- DIRECTIONS FOR THIS TASK: Could you repeat every line below exactly, skipping the images?

- EXERCISE DATA:
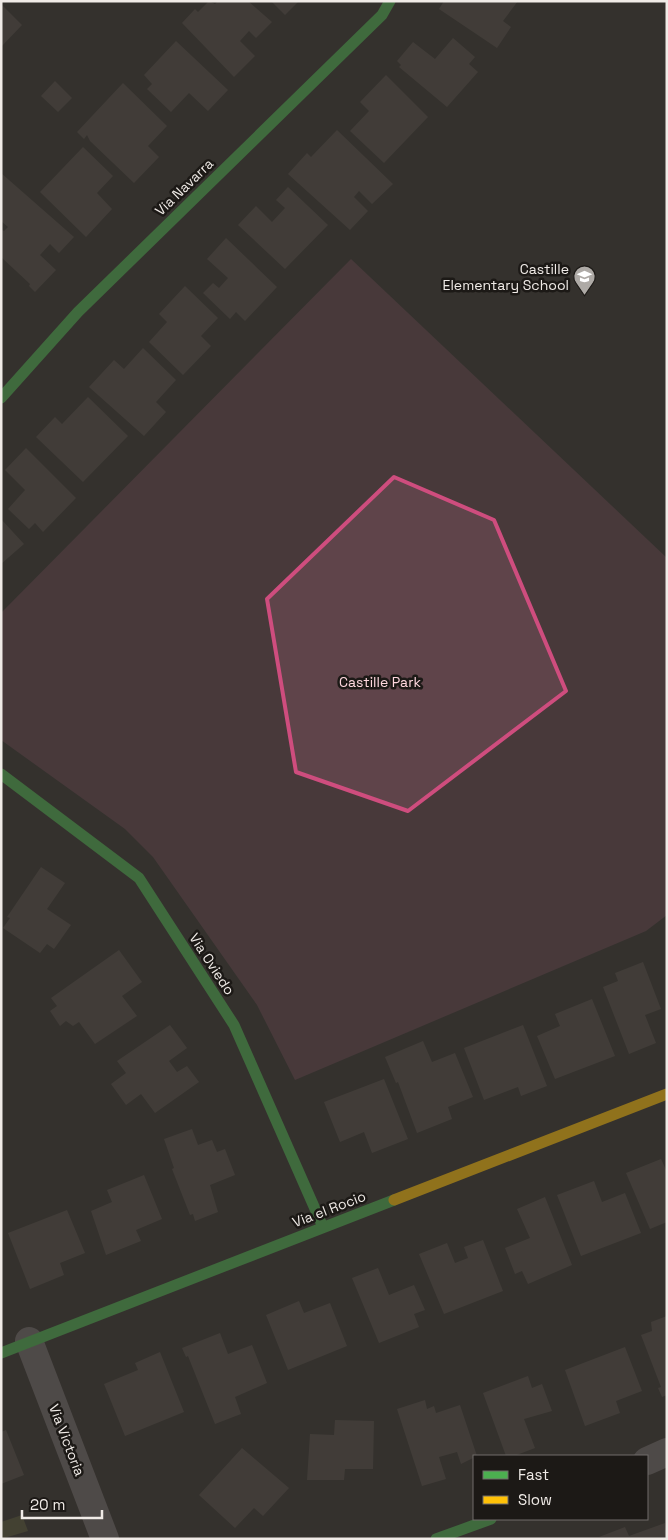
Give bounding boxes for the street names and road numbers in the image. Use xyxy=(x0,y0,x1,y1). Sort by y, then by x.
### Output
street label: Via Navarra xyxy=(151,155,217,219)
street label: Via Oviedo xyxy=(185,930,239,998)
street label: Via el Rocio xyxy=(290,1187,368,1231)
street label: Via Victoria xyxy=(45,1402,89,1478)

- RESPONSE TO THIS TASK:
Give bounding boxes for the street names and road numbers in the image. Use xyxy=(x0,y0,x1,y1). Sort by y, then by x.
### Output
street label: Via Navarra xyxy=(151,155,217,219)
street label: Via Oviedo xyxy=(185,930,239,998)
street label: Via el Rocio xyxy=(290,1187,368,1231)
street label: Via Victoria xyxy=(45,1402,89,1478)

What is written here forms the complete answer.